Le groupe italien a d’ores et déjà avancé ses pions dans les pays de l’Est les plus importants en volume de primes, comme la République Tchèque où il revendique la première place avec 34,6 % de part de marché. Selon AM Best, ce pays concentrait fin 2011 un volume de 8,8 milliards d’euros de primes, soit le troisième marché le plus important de la zone après la Russie (43,3 milliards d’euros) et la Pologne (19,1 milliards). Generali revendique aussi la deuxième place en Serbie et en Hongrie. L’attractivité de cette région géographique repose sur des facteurs économiques : les études anticipent une progression du produit intérieur brut de ces pays trois fois plus importante que celle des pays d’Europe de l’Ouest au cours des cinq prochaines années. La croissance des primes, en rythme annuel, sera aussi deux fois plus importante que celle des pays d’Europe de l’Ouest et la rentabilité 2,5 fois plus élevée, selon Generali.

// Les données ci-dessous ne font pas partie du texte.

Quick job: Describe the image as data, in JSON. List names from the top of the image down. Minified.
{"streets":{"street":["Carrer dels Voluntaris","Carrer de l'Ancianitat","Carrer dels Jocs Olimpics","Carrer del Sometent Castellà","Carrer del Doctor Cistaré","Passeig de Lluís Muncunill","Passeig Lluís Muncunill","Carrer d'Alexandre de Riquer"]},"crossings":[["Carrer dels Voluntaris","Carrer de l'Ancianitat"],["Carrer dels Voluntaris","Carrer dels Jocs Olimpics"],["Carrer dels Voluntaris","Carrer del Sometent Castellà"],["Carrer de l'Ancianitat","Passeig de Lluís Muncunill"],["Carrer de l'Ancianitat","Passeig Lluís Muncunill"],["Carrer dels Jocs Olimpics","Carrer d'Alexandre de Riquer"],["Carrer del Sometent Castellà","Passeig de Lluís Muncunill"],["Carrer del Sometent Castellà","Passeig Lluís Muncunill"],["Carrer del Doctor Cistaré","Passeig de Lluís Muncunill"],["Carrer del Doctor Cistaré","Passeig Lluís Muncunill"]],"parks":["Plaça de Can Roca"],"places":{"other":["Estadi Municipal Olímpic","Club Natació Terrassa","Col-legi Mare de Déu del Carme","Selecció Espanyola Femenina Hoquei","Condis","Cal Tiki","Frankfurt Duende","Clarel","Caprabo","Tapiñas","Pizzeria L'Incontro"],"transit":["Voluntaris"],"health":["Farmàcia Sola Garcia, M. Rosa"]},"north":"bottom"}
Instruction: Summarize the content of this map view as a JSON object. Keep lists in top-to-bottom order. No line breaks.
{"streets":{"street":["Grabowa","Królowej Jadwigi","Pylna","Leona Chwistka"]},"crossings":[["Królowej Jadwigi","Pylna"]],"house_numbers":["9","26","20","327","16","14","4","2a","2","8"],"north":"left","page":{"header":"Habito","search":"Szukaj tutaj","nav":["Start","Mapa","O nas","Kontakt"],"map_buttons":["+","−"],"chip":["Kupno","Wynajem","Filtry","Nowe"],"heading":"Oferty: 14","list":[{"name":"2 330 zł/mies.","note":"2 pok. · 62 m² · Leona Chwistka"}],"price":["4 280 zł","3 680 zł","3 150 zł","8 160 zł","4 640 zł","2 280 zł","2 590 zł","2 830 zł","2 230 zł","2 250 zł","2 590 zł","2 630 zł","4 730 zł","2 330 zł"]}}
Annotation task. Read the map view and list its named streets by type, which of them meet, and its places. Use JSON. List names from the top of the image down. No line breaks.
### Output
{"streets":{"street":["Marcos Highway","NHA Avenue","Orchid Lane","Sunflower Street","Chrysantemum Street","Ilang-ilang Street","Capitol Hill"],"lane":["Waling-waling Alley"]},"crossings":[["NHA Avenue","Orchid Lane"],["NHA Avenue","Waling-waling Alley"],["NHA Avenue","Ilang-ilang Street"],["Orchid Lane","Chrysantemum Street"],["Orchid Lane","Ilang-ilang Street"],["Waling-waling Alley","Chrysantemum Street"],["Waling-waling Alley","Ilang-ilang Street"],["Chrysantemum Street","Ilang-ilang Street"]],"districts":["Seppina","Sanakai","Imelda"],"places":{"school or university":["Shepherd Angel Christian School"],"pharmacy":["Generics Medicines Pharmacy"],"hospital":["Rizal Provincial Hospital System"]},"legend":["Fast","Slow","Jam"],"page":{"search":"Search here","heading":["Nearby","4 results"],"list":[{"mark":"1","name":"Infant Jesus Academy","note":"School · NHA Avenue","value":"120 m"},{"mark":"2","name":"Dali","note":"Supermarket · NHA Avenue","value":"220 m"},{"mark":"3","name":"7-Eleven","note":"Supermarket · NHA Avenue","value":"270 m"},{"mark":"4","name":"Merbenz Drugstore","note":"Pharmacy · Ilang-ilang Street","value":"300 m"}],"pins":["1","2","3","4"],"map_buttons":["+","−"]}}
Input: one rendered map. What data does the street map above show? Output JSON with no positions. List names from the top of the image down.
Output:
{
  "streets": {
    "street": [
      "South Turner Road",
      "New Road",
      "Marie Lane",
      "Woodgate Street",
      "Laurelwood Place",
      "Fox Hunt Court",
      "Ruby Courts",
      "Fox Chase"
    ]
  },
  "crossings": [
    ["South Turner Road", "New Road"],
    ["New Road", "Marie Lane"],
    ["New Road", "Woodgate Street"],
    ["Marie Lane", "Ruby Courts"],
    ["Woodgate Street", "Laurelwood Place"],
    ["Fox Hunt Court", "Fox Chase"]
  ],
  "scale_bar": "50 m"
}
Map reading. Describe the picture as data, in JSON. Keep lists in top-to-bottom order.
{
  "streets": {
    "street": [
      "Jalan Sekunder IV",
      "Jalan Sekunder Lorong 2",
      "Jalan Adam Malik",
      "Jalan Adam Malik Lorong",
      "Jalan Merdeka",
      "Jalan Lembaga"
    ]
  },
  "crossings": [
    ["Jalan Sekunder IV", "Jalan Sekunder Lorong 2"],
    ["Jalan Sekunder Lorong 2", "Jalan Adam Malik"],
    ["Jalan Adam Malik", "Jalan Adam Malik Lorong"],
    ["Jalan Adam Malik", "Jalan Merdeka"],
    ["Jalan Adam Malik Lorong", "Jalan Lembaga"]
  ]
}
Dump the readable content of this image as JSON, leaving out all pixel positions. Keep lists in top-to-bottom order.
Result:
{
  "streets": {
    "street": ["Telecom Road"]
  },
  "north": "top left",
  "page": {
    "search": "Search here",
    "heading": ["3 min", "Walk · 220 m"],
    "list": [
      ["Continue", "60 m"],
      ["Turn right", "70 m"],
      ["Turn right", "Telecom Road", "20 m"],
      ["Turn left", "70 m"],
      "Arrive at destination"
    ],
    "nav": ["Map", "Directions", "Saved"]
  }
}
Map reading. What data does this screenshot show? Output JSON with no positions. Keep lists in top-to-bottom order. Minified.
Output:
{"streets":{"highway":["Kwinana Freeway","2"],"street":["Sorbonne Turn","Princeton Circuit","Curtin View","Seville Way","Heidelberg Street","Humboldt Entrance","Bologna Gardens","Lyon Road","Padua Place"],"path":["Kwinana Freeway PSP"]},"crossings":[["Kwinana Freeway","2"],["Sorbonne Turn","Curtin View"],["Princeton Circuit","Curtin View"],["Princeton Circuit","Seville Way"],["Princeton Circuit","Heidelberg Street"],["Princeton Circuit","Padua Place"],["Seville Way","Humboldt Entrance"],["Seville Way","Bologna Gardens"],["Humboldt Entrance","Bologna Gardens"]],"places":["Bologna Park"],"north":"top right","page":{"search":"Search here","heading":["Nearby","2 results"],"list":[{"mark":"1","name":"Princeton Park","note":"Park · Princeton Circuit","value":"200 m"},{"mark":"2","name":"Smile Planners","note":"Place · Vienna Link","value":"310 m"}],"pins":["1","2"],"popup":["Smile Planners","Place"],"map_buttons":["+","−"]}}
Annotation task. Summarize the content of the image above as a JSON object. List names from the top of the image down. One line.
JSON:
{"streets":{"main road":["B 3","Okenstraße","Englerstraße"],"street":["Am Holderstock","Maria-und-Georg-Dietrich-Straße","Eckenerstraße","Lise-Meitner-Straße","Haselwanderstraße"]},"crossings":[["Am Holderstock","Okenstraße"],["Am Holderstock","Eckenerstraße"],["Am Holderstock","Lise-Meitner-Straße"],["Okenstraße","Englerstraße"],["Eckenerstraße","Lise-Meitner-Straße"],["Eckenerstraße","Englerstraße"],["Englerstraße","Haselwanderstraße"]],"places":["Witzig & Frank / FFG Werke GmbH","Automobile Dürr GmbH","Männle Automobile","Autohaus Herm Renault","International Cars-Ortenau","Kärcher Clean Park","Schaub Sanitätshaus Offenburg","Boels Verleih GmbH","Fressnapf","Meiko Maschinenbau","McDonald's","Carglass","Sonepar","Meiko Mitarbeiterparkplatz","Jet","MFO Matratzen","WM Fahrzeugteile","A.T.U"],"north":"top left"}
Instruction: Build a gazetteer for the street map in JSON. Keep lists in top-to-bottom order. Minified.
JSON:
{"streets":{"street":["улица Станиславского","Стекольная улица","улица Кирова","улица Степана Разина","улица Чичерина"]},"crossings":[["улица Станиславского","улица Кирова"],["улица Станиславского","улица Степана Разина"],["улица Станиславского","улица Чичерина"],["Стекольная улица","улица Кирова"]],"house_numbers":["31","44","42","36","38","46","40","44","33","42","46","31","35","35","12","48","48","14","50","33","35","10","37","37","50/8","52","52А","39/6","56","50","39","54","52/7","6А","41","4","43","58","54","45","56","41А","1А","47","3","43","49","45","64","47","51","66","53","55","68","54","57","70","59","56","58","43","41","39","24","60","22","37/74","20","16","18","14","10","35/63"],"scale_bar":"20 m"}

Compétitivité et rentabilité

Les potentialités de croissance n’ont pas échappé à d’autres acteurs européens majeurs : arrivé en Pologne en 1997, Allianz est aujourd’hui présent dans neuf pays d’Europe centrale et de l’Est et fait partie des trois principaux acteurs dans six d’entre eux, à l’exception de la Pologne (numéro 4), la Russie (6) et l’Ukraine (15). Implanté dans cette région grâce au rachat de Winterthur en 2006, déjà présent en République Tchèque, en Hongrie, en Pologne et en Slovaquie, Axa a réalisé 9 millions d’euros de bénéfice opérationnel dans les Peco en 2011 et 37 millions en dommages. Pour ces deux assureurs, la contribution de la région aux profits opérationnels et aux primes reste néanmoins très modeste. « Alors que pour des acteurs comme Vienna Insurance Group et Uniqa, cette région reste au centre de la stratégie, avec respectivement quelque 50 % et 20 % des primes totales, pour des acteurs comme Allianz, Ergo et Generali, la participation reste peu significative et n’excède pas les 5 % à 8 % des primes totales de ces groupes », estime Carlos Wong-Fupuy, analyste senior chez AM Best. C’est aussi un marché mûr pour la consolidation : « Certains marchés souffrent d’un trop-plein, avec des marges de profits sous pression et des relations parfois tendues avec les actionnaires ou les gérants locaux », relève l’analyste d’AM Best. Si Generali ne s’est fixé aucun objectif de croissance dans cette zone, Mario Greco a indiqué qu’il souhaitait accroître sa compétitivité et sa rentabilité dans ce marché. Il risque néanmoins de se heurter à forte concurrence.